**WHAT NEEDS TO BE DONE:** For each line in the data that includes "stream", make a copy.

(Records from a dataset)
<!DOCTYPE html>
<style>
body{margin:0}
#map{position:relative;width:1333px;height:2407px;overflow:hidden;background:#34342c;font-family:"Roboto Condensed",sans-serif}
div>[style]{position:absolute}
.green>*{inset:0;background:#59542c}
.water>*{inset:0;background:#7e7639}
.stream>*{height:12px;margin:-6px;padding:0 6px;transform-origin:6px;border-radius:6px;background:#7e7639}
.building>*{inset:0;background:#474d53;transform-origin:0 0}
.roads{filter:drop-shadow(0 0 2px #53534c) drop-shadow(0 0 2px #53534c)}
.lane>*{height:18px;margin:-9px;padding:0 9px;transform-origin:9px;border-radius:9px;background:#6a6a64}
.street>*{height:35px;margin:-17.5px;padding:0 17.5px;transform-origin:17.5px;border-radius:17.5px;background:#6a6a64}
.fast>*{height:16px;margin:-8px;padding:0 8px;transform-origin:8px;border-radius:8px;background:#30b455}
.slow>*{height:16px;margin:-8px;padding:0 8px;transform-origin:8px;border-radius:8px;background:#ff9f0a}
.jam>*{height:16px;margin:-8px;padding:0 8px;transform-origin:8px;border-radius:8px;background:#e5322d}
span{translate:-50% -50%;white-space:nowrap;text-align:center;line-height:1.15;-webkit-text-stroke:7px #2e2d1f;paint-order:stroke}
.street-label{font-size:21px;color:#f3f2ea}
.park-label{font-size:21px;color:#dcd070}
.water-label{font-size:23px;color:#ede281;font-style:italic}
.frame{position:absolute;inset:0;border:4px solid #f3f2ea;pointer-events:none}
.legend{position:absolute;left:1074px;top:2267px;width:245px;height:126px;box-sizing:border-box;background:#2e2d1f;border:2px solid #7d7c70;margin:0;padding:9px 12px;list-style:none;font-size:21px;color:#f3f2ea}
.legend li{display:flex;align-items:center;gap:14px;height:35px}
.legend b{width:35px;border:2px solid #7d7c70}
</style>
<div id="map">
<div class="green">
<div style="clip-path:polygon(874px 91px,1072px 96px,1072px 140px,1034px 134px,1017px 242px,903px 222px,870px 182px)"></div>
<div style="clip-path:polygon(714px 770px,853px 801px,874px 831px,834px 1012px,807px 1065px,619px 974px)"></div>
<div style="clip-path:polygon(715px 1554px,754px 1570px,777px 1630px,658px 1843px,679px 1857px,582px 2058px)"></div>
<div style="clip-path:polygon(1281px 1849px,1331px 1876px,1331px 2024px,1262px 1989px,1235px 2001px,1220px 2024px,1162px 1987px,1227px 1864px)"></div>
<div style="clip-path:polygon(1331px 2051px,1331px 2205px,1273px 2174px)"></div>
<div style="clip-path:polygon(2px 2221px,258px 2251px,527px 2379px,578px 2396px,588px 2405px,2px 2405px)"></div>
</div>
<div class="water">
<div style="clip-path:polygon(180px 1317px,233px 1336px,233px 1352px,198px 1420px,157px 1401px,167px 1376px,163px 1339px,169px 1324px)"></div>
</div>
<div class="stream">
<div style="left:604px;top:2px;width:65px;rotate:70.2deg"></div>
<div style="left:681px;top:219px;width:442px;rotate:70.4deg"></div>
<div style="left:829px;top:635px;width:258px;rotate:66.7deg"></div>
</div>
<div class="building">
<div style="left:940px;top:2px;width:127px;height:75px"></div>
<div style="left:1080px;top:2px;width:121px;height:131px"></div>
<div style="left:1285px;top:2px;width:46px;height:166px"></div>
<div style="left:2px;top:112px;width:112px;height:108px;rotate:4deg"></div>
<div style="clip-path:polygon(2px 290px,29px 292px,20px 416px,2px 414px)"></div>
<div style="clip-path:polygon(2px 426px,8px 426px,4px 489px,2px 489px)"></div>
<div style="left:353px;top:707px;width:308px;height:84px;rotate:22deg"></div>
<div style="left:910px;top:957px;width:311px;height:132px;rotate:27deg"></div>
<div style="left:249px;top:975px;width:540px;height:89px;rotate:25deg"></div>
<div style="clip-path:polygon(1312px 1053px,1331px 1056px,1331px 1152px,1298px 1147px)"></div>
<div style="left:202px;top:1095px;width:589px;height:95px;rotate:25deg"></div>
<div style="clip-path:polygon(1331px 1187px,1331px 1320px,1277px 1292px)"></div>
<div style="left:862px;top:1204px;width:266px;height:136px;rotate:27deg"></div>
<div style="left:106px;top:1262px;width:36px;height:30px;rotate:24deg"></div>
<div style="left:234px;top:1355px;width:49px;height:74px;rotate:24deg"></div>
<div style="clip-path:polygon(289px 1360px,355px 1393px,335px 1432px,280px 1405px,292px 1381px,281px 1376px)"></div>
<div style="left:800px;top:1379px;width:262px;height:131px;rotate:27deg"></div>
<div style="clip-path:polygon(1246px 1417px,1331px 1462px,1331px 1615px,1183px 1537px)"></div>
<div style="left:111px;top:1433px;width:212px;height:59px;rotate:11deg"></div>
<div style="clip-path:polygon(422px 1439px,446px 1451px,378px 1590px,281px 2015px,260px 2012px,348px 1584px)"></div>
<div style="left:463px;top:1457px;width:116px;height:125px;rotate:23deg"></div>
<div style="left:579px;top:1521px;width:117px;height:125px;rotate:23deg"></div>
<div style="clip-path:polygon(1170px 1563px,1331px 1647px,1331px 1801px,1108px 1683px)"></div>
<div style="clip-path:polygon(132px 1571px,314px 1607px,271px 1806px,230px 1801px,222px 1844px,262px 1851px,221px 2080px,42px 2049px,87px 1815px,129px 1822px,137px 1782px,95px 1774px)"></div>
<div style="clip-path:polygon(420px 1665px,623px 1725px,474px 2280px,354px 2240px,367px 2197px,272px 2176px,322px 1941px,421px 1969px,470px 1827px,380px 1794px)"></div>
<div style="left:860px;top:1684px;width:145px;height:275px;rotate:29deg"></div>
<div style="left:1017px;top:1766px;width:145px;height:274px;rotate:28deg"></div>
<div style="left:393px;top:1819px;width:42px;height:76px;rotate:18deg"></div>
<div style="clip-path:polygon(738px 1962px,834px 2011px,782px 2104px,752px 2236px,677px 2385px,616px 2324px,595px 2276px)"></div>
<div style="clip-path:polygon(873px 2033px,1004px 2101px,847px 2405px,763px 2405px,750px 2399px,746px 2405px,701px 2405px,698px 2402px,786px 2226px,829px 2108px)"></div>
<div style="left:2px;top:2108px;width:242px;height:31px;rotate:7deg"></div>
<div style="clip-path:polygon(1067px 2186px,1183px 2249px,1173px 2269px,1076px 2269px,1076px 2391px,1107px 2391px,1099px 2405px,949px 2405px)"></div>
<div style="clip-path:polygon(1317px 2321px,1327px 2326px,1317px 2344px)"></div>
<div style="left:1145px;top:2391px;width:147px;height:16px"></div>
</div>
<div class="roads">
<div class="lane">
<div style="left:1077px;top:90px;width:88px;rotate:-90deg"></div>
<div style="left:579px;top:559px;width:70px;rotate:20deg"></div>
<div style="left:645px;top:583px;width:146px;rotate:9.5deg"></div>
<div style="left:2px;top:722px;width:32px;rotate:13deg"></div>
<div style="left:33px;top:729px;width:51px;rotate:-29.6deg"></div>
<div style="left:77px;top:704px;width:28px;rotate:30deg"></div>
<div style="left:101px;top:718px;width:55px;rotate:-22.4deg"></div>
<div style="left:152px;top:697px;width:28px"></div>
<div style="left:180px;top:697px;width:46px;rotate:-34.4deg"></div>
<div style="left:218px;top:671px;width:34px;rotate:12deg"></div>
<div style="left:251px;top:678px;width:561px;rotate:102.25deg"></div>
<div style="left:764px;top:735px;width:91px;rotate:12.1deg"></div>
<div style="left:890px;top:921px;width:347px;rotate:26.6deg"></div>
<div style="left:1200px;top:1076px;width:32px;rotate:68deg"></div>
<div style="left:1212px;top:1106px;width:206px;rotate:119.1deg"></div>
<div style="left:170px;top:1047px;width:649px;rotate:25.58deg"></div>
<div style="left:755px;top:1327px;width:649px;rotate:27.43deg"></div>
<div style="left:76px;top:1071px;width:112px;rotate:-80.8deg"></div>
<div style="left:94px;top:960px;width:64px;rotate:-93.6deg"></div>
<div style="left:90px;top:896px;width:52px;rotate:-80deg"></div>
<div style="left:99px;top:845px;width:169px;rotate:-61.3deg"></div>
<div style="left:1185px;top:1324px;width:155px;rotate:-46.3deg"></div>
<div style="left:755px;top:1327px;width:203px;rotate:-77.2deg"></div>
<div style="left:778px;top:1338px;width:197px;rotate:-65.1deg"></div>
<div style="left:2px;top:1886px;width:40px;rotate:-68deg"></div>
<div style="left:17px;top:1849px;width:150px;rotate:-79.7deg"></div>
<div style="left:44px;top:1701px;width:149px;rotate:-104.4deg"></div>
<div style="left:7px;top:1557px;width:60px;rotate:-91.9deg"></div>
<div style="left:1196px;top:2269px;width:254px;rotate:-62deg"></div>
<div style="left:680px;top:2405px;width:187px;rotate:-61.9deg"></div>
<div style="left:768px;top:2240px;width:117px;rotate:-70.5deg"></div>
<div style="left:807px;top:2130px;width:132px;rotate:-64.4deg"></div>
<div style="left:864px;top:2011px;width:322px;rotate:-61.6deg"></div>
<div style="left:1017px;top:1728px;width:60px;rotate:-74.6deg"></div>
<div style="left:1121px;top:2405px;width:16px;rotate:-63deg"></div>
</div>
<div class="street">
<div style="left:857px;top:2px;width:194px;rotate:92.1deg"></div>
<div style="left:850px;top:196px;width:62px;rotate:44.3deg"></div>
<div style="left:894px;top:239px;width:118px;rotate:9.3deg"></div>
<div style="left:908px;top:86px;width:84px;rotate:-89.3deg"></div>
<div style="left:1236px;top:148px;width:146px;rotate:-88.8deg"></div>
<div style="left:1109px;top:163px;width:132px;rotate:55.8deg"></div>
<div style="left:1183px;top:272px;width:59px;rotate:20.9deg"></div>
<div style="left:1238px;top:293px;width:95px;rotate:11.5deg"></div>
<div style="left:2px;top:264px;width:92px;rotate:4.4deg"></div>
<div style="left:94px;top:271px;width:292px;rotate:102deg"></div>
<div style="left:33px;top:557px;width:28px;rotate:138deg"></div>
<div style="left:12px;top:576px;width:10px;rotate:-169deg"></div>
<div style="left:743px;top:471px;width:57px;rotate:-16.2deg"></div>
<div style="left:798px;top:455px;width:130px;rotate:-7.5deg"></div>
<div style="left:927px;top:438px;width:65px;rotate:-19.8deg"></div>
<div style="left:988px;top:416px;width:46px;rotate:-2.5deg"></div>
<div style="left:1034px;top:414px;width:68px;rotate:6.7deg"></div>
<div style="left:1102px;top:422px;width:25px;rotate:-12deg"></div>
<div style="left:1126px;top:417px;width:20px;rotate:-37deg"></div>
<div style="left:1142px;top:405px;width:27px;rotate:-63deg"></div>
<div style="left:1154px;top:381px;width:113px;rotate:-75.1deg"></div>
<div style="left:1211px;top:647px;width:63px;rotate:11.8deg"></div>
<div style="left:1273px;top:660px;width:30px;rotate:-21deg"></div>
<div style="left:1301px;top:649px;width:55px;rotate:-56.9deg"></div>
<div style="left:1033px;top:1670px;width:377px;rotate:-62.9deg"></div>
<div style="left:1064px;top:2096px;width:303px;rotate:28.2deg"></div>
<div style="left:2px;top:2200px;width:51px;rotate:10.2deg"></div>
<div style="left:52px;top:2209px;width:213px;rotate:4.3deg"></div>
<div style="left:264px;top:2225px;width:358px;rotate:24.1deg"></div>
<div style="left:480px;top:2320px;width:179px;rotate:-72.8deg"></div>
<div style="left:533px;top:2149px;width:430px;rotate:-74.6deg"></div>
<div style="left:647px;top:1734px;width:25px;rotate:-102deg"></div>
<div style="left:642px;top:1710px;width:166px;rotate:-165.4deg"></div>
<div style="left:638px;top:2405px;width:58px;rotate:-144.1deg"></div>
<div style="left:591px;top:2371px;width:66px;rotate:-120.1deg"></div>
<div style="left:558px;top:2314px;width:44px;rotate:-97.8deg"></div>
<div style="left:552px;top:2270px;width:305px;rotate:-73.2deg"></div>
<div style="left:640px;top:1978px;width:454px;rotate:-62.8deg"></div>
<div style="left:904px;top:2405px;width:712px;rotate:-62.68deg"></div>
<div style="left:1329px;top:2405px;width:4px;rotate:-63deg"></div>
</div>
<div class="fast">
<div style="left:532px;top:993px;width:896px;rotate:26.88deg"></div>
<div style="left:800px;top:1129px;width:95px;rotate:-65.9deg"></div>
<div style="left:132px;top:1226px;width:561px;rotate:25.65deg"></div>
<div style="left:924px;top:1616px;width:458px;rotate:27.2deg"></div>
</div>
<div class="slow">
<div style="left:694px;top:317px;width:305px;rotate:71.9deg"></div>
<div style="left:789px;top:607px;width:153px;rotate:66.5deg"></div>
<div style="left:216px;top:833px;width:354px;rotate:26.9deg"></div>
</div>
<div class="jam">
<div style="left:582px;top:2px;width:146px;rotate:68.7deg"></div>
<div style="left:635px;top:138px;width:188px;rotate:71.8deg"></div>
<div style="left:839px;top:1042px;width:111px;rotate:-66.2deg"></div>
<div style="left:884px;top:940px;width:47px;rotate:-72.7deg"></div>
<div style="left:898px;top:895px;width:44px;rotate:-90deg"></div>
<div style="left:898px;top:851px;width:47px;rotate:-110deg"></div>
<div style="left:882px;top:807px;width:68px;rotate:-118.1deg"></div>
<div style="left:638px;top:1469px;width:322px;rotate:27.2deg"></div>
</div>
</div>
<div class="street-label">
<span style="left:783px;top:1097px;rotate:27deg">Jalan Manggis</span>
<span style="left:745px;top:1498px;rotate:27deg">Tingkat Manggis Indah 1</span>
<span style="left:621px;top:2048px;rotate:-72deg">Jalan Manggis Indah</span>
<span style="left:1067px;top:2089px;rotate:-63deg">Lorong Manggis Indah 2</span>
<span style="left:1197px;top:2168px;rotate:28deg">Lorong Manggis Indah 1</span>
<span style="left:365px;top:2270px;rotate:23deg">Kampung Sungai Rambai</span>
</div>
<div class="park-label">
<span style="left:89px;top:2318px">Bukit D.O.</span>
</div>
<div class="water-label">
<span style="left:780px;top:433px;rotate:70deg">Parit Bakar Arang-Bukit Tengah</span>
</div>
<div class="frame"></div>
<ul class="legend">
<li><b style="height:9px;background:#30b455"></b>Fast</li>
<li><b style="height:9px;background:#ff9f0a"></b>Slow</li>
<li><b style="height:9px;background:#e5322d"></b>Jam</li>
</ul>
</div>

**RESPONSE TO THE TASK:**
.stream>*{height:12px;margin:-6px;padding:0 6px;transform-origin:6px;border-radius:6px;background:#7e7639}
<div class="stream">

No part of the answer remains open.